Nurses from across the United Kingdom will celebrate 150 years of nurse training in the city at a conference at Liverpool’s Town Hall.
The conference will attract over 250 nurses from across the region and speakers include Professor Elizabeth Perkins, Rathbone Chair of Community Health from the University of Liverpool, the Lord Mayor of Liverpool and Royal College of Nursing President, Andrea Spyropoulos among others.
Dr Carol Mackintosh-Franklin, Head of the University’s School of Health Sciences, said: “This day is a celebration of nursing: the past, the present and the future of the profession. It is part of a year long celebration of 150 years since the opening of the Liverpool Training School and Home for Nurses, the first to be founded by Florence Nightingale, outside of London. ”

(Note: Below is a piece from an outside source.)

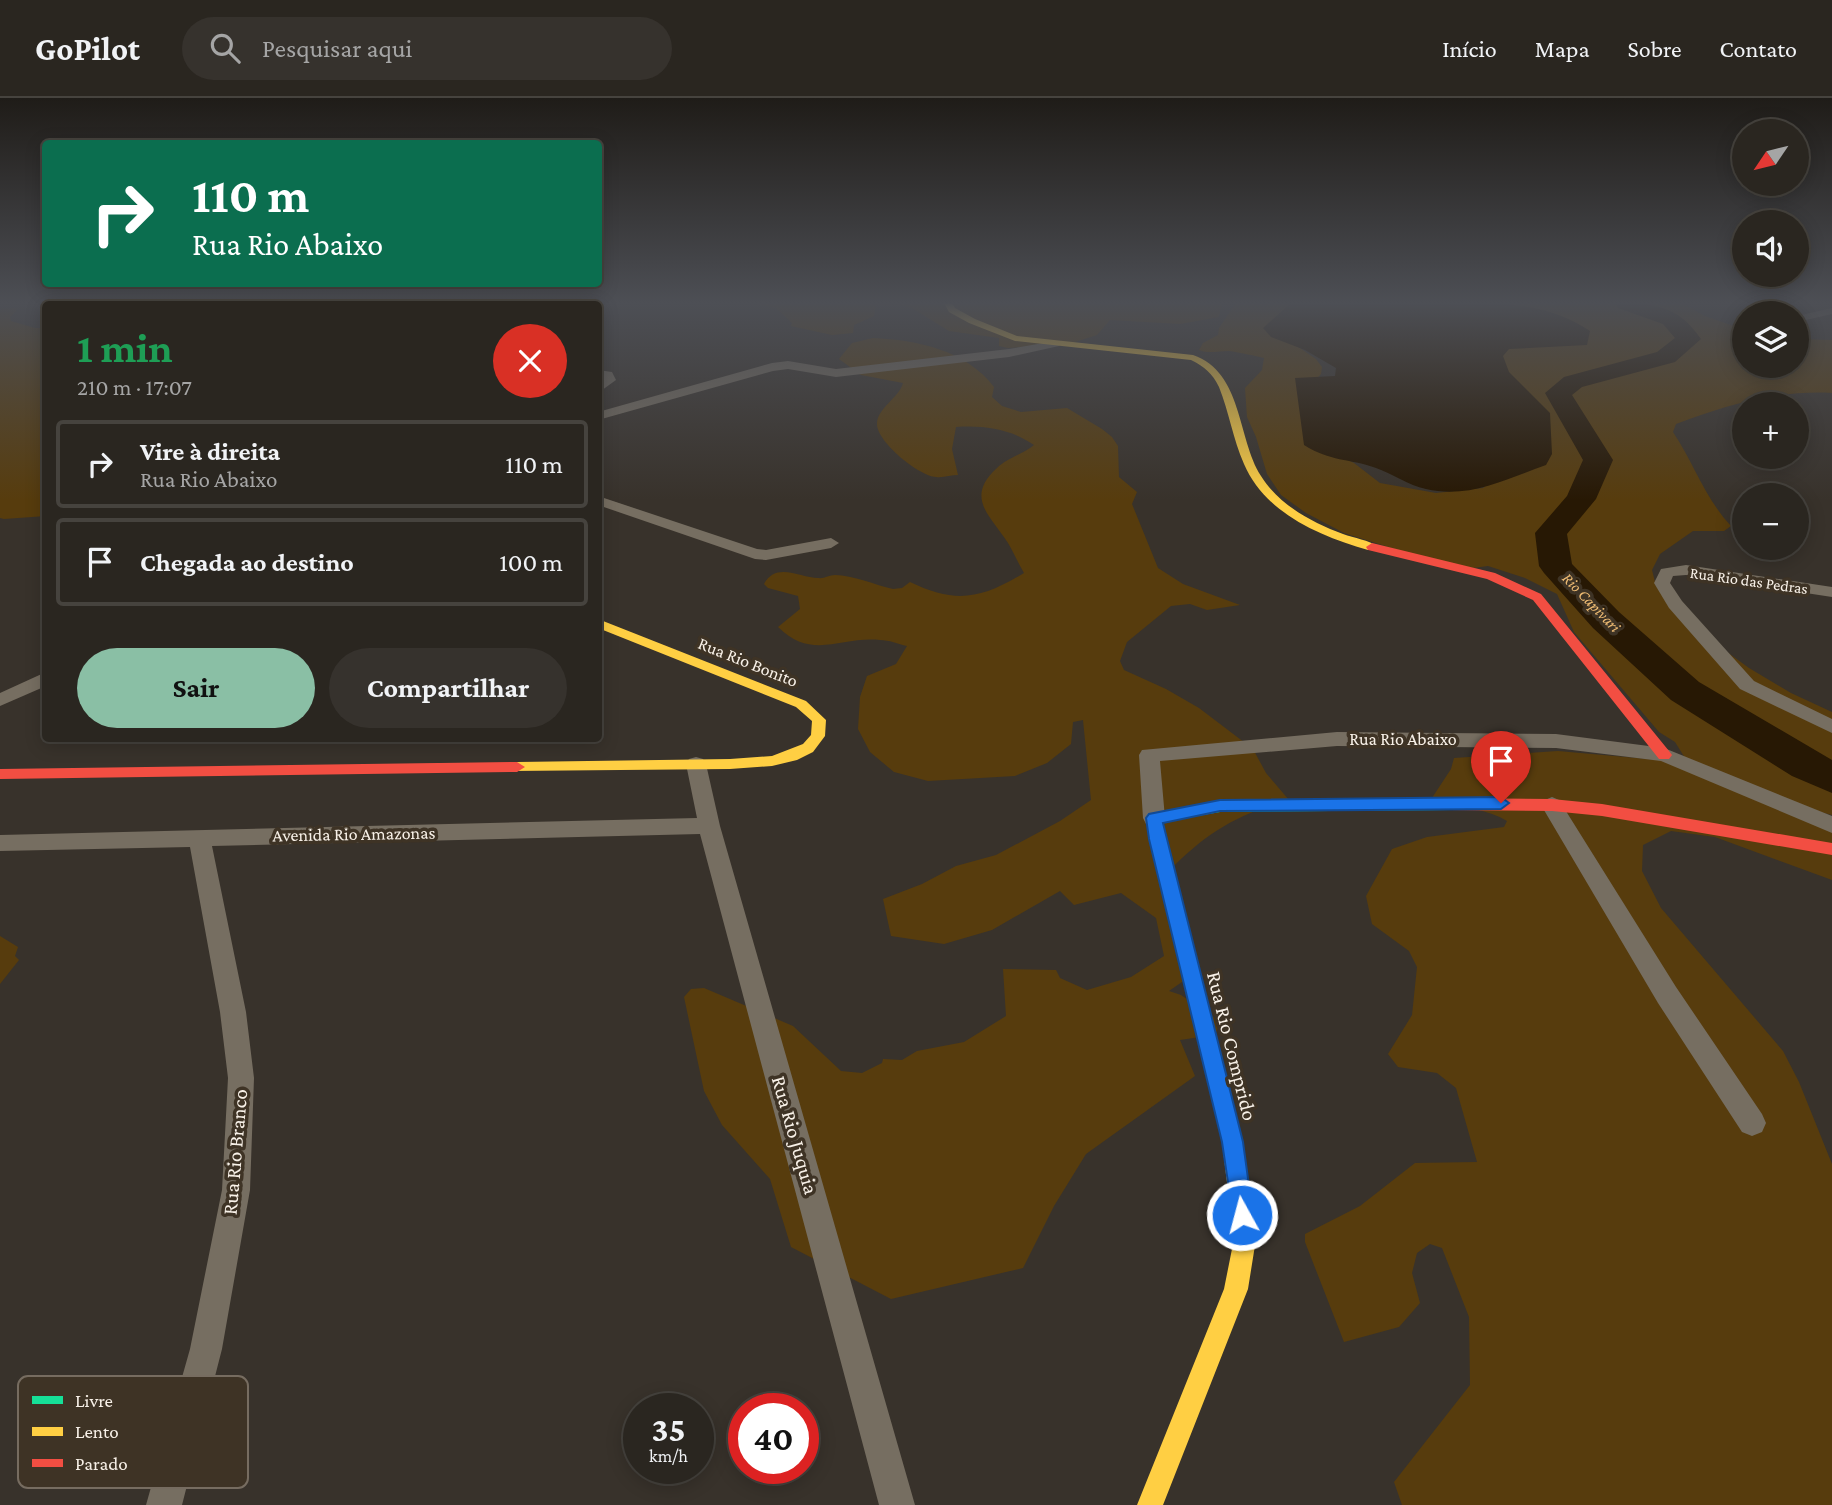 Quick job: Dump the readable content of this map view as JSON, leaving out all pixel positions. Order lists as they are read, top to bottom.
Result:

A commemorative book to celebrate this 150th anniversary has been written by the University’s healthcare historians Meg Parkes and Dr Sally Sheard from the Institute of Psychology, Health and Wellbeing which illustrates Liverpool’s pioneering nursing and public health legacy.
Nursing in Liverpool since 1862 charts Liverpool’s achievement at the forefront of the development of professional nursing in Britain and highlights how significant Liverpool’s contribution is to the legacy of nursing.
The celebrations have been supported by the University of Liverpool, the Royal Liverpool and Broadgreen University Hospital NHS Trust, Liverpool John Moores University, the Liverpool Community Health NHS Trust, NHS Merseyside, the Royal College of Nursing, the Higher Education Academy and the Liverpool Royal Infirmary’s Nurses’ League.